No rights, privileges, restrictions or conditions attached to a series of Preferred Shares shall confer upon a series a priority in respect of dividends or return of capital over any orher series of Preferred Shares. The Preferred Shares shall be entitled to priority over the Common Shares of the Corporation and over any other shares ranking junior to the Preferred Shares with respect to priority in the payment of dividends and the distribution of assets in the event of the liquidation, dissolution or winding-up of the Corporation, whether voluntary or involuntary, or any other distribution of the assets of the Corporation among its shareholders for the purpose of winding up its affairs.

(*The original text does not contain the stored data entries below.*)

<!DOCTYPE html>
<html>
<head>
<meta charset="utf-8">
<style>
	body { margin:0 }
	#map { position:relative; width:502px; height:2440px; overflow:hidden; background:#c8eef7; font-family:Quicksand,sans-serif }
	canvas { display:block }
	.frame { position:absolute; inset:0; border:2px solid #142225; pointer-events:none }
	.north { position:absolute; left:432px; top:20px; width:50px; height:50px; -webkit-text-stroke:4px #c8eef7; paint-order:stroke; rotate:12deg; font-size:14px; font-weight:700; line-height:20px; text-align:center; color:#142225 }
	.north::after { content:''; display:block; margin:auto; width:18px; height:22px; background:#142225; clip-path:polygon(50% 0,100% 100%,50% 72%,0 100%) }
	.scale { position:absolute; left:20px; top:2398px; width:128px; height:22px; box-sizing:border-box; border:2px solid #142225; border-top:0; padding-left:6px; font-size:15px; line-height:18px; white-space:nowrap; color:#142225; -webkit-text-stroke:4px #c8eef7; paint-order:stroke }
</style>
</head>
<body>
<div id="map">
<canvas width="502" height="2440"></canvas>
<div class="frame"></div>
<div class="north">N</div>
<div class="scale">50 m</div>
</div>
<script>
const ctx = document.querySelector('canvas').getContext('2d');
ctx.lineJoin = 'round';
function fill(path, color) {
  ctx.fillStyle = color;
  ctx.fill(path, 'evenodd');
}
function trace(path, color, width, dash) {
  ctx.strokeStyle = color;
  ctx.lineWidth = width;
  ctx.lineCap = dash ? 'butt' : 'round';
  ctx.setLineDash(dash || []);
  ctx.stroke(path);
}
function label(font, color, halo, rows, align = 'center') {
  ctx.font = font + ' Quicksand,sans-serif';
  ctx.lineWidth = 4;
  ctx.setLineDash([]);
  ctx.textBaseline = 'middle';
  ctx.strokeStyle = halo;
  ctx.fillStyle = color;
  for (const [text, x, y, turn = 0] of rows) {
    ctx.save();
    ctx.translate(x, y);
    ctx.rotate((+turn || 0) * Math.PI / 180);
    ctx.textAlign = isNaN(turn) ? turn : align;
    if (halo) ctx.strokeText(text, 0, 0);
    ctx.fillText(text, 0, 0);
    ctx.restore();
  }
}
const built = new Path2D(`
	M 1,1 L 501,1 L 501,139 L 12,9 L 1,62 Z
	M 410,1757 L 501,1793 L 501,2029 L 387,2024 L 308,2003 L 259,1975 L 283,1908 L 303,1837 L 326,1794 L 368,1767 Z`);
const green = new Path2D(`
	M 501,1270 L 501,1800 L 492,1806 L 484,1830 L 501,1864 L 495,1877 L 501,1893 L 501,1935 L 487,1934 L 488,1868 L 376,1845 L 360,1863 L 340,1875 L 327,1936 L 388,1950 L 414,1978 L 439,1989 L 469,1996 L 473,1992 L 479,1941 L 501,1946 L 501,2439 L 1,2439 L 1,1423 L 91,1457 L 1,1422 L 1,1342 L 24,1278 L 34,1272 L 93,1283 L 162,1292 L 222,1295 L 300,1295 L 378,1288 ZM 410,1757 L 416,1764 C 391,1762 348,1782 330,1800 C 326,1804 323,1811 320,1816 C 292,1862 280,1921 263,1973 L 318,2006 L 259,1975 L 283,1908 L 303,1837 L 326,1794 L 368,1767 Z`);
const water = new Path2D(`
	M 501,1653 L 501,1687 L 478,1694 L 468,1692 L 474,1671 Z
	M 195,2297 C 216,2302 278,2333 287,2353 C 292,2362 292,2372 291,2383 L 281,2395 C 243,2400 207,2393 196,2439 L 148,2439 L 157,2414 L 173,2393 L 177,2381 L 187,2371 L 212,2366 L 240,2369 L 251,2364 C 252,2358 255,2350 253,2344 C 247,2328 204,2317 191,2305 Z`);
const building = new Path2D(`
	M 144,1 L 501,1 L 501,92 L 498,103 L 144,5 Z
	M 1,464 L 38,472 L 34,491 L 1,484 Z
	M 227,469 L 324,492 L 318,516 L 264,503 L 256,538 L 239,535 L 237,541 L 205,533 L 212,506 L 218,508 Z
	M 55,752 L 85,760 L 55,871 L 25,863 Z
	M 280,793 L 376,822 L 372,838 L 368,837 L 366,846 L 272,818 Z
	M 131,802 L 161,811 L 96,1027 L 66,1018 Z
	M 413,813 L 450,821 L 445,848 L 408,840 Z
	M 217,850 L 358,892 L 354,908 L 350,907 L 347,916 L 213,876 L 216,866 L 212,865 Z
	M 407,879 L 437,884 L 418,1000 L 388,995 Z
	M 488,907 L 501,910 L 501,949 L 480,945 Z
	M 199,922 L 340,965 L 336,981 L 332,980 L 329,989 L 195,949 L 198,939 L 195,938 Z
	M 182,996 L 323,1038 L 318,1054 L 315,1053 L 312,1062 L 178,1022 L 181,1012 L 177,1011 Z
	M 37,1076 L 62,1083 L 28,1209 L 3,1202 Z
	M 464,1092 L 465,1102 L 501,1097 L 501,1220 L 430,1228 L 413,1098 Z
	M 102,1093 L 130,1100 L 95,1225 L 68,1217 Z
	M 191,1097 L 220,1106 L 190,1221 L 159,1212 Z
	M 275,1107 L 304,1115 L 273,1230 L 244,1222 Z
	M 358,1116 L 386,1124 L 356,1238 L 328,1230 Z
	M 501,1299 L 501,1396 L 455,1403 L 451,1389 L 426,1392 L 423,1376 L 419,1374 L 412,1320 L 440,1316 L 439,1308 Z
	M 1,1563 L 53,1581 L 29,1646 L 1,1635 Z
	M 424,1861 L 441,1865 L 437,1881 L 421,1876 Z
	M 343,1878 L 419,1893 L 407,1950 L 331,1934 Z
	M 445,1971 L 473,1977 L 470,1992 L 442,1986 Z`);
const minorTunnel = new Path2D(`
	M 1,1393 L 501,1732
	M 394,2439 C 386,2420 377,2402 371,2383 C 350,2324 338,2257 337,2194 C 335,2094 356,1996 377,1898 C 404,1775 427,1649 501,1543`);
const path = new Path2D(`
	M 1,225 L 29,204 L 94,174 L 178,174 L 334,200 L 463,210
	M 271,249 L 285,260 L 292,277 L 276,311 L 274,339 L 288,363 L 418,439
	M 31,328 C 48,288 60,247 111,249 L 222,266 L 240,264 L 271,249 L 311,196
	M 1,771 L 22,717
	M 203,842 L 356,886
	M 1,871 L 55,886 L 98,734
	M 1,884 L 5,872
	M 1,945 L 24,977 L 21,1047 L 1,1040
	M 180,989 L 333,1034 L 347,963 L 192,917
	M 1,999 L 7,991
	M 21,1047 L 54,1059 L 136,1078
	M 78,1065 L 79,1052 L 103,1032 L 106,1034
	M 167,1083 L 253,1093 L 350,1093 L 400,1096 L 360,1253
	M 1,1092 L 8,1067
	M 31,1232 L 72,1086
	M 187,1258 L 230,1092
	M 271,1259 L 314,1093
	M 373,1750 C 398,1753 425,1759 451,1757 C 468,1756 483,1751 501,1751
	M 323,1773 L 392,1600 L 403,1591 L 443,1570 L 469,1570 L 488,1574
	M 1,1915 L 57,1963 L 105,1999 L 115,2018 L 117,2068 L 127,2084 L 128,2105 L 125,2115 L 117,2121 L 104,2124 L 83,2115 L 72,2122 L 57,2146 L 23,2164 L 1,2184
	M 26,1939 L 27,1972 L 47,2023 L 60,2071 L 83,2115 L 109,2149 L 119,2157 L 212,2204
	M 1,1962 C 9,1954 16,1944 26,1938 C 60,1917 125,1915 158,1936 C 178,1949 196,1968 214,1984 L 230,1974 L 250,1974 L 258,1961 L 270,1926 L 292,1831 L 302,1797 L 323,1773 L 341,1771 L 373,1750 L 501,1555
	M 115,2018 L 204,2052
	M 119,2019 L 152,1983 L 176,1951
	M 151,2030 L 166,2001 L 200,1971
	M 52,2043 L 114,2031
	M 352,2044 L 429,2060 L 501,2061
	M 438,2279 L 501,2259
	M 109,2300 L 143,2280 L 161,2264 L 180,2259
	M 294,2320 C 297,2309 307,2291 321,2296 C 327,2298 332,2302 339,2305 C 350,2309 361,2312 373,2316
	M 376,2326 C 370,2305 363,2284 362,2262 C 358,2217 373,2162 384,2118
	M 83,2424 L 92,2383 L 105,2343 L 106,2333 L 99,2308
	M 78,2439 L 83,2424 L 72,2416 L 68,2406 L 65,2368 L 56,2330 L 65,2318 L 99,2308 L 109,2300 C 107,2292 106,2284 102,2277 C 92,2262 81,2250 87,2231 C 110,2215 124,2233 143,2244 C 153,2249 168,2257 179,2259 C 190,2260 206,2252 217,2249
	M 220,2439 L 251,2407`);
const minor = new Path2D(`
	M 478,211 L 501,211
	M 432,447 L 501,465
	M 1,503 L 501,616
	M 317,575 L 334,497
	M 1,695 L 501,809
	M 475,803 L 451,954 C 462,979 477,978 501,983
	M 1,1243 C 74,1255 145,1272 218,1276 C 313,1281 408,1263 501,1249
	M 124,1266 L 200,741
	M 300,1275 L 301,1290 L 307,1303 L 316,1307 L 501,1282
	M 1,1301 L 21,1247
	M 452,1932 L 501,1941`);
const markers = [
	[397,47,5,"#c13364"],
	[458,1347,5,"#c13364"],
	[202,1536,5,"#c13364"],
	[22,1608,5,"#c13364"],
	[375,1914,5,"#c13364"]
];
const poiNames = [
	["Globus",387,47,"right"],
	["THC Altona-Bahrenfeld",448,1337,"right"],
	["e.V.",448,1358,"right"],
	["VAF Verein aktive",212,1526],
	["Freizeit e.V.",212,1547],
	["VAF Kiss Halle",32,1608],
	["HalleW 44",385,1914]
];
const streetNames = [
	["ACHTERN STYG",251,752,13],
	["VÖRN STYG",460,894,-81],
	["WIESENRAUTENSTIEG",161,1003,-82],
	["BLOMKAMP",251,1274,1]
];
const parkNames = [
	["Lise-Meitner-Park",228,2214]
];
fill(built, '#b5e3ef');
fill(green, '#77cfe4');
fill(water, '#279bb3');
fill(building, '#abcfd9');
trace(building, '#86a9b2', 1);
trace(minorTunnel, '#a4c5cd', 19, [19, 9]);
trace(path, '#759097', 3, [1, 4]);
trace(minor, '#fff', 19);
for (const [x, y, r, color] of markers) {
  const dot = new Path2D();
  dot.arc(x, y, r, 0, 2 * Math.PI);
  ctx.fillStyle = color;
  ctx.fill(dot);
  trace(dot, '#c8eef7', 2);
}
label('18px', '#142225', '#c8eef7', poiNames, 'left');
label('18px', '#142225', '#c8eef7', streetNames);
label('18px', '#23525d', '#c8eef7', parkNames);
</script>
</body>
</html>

If any cumulative dividends or amounts payable on a return of capital in respect of a series of Preferred Shares are not paid in full, the Preferred Shares of all series shall participate rateably in respect of such dividends, including accumulations, if any, in accordance with the sums that would be payable on such shares if all such dividends were declared and paid in full, and in respect of any repayment of capital in accordance with the sums that would be payable on such repayment of capital if all sums so payable were paid in full; provided, however, that in the event of there being insufficient assets to satisfy in full all such claims as aforesaid, the claims of the holders of the Preferred Shares with respect to repayment of capital shall first be paid and satisfied and any assets remaining thereafter shall be applied towards the payment and satisfaction of claims in respect of dividends. The Preferred Shares of any series may also be given such other preferences not inconsistent with clauses (a) to (d) hereof over the Common Shares and over any other shares making junior to the Preferred Shares as may be determined in the case of such series of Preferred Shares.
 
      (c) Voting Rights
 
Except as hereinafter referred to or as otherwise provided by law or in accordance with any voting rights which may from time to time be attached to any series of Preferred Shares, the holders of the Preferred Shares as a class shall not be entitled as such to receive notice of, to attend or to vote at any meeting of the shareholders of the Corporation.
 
      (d) Approval of Holders of Preferred Shares
 
The rights, privileges, restrictions and conditions attaching to the Preferred Shares as a class may be added to, changed or removed but only with the approval of the holders of Preferred Shares given as hereinafter specified.
 
The approval of the holders of Preferred Shares to add to, change or remove any right, privilege, restriction or condition attaching to the Preferred Shares as a class or any other matter requiring the consent of the holders of the Preferred Shares as a class may be given in such manner as may then be required by law, subject to a minimum requirement that such approval be given by resolution passed by the affirmative vote of at least 2/3 of the votes cast at a meeting of the holders of Preferred Shares duly called for that purpose. The formalities to be observed in respect of the giving of notice of any such meeting or any adjourned meeting and the conduct hereof shall be those from time to time prescribed by the Canada Business Corporations Act (as from time to time amended, varied or replaced) and the by-laws of the Corporations with respect to meetings or shareholders. On every poll taken at a meeting of holders of Preferred Shares as a class, or at a joint meeting of the holders of two or more series of Preferred Shares, each holder of Preferred Shares entitled to vote thereat shall have l vote in respect of each Preferred Share held by him/her.

 
 
 

 
SCHEDULE B
 
X ENON PHARMACEUTICALS INC.
RESTATED ARTICLES OF INCORPORATION

 
 
Subject to the provisions of the Canada Business Corporations Act, the directors may, between annual general meetings appoint one or more additional directors to serve until the next annual general meeting, but the number of additional directors shall not at any time exceed one-third (1/3) of the number of directors who hold office at the expiration of the last annual general meeting. The actual number of directors between the minimum of one (1) and maximum of ten (10) shall be fixed from time to time by the board of directors of the Corporation.